Data listing:
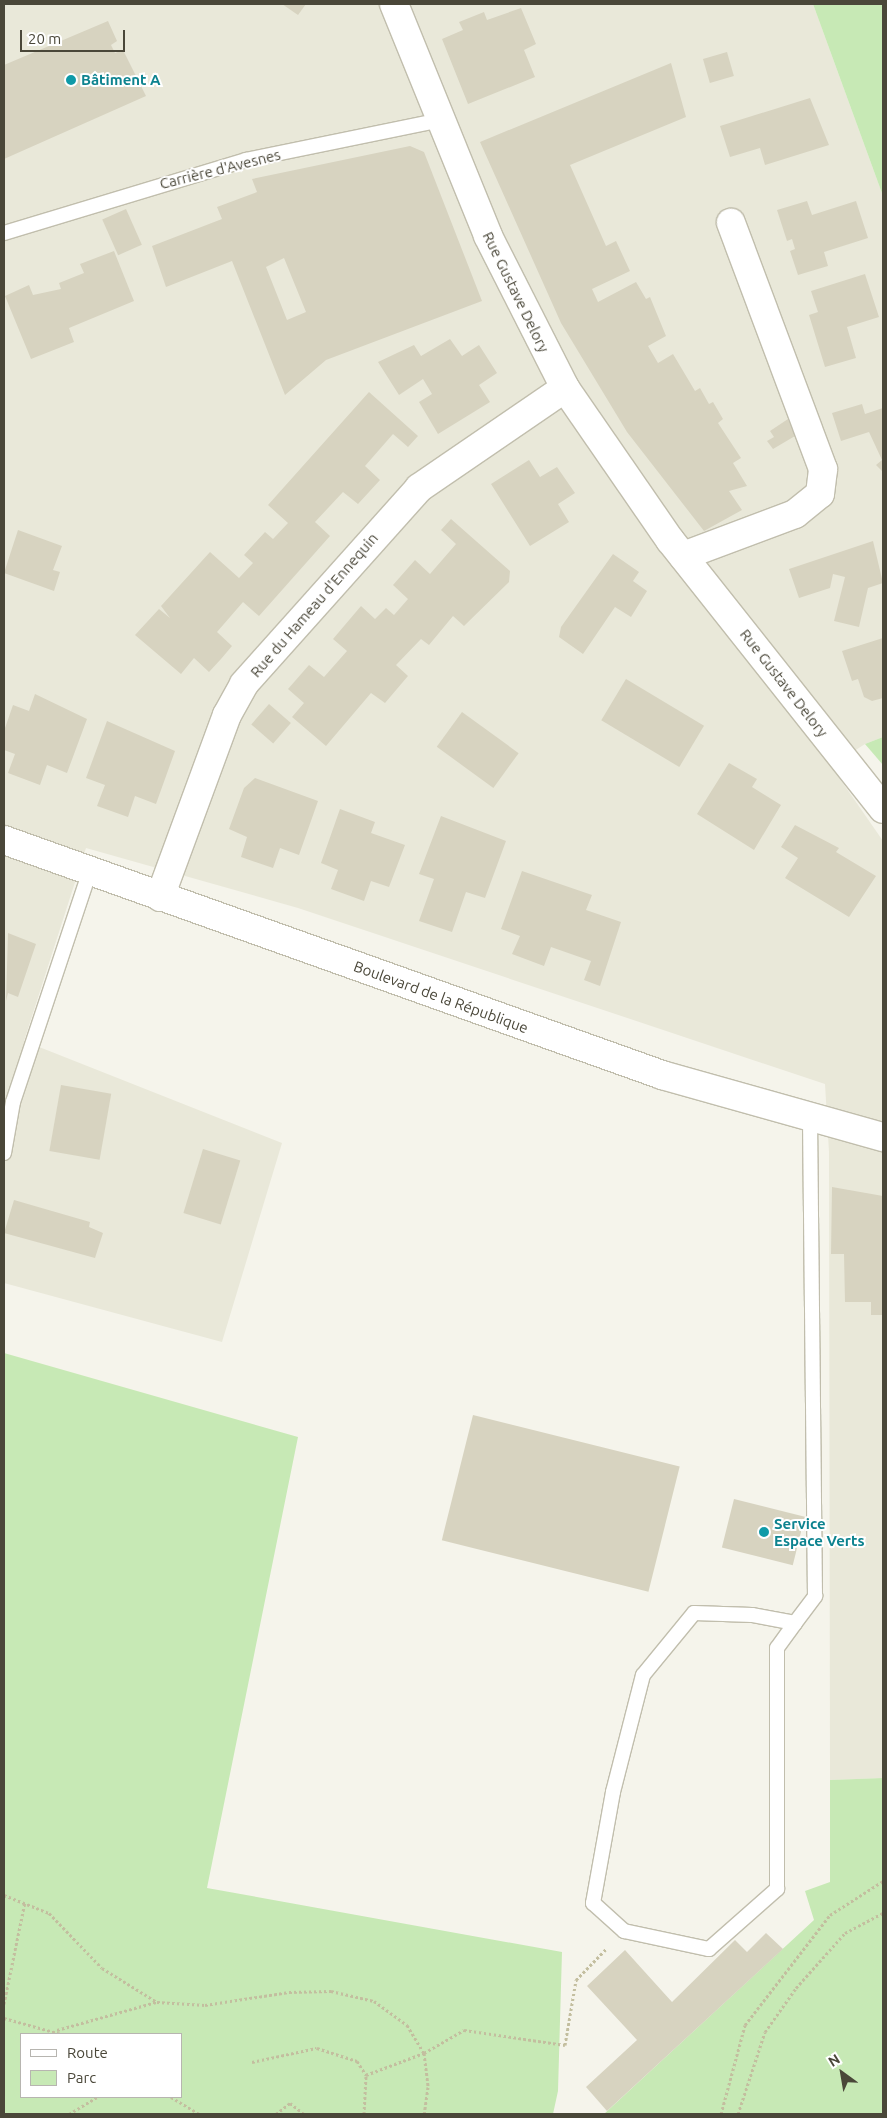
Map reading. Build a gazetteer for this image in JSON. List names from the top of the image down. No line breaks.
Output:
{"streets":{"street":["Rue Gustave Delory","Rue du Hameau d'Ennequin","Boulevard de la République"],"lane":["Carrière d'Avesnes"]},"crossings":[["Carrière d'Avesnes","Rue Gustave Delory"],["Rue Gustave Delory","Rue du Hameau d'Ennequin"],["Rue du Hameau d'Ennequin","Boulevard de la République"]],"places":["Bâtiment A","Service Espace Verts"],"legend":["Route","Parc"],"scale_bar":"20 m","north":"top left"}
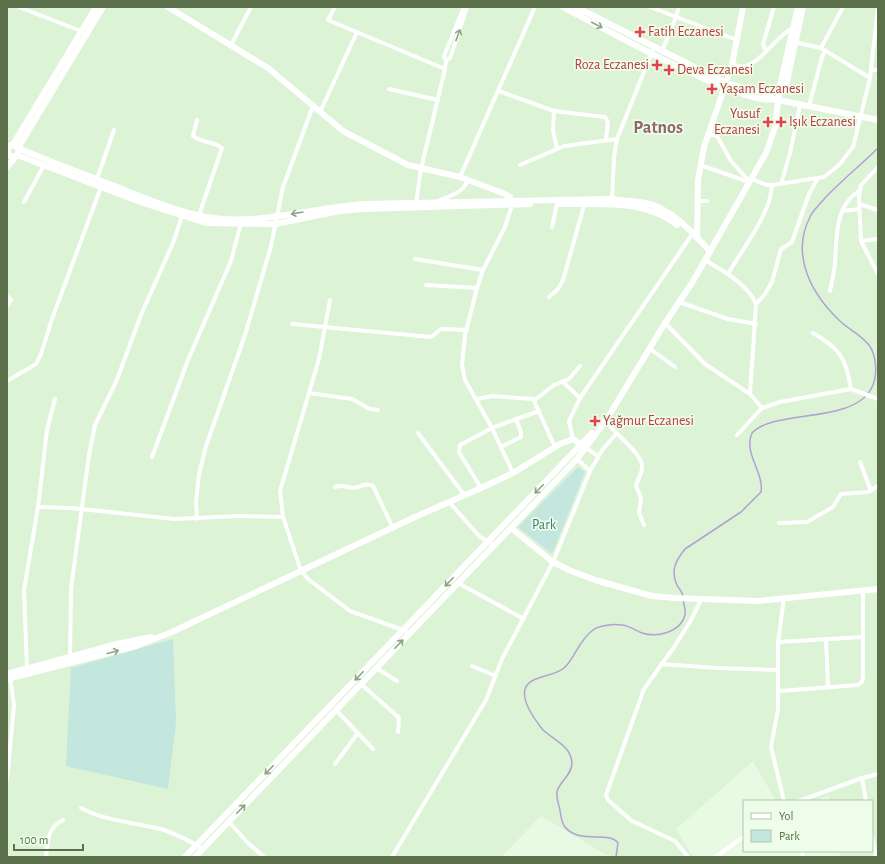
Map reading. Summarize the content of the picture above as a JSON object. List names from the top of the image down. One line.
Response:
{"districts":["Patnos"],"parks":["Park"],"places":{"health":["Fatih Eczanesi","Roza Eczanesi","Deva Eczanesi","Yaşam Eczanesi","Yusuf Eczanesi","Işık Eczanesi","Yağmur Eczanesi"]},"legend":["Yol","Park"],"scale_bar":"100 m"}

Task objective:
No picture should be included when the data are set down again exactly.

Completed exercise:
Map reading. Build a gazetteer for this image in JSON. List names from the top of the image down. No line breaks.
Output:
{"streets":{"street":["Rue Gustave Delory","Rue du Hameau d'Ennequin","Boulevard de la République"],"lane":["Carrière d'Avesnes"]},"crossings":[["Carrière d'Avesnes","Rue Gustave Delory"],["Rue Gustave Delory","Rue du Hameau d'Ennequin"],["Rue du Hameau d'Ennequin","Boulevard de la République"]],"places":["Bâtiment A","Service Espace Verts"],"legend":["Route","Parc"],"scale_bar":"20 m","north":"top left"}
Map reading. Summarize the content of the picture above as a JSON object. List names from the top of the image down. One line.
Response:
{"districts":["Patnos"],"parks":["Park"],"places":{"health":["Fatih Eczanesi","Roza Eczanesi","Deva Eczanesi","Yaşam Eczanesi","Yusuf Eczanesi","Işık Eczanesi","Yağmur Eczanesi"]},"legend":["Yol","Park"],"scale_bar":"100 m"}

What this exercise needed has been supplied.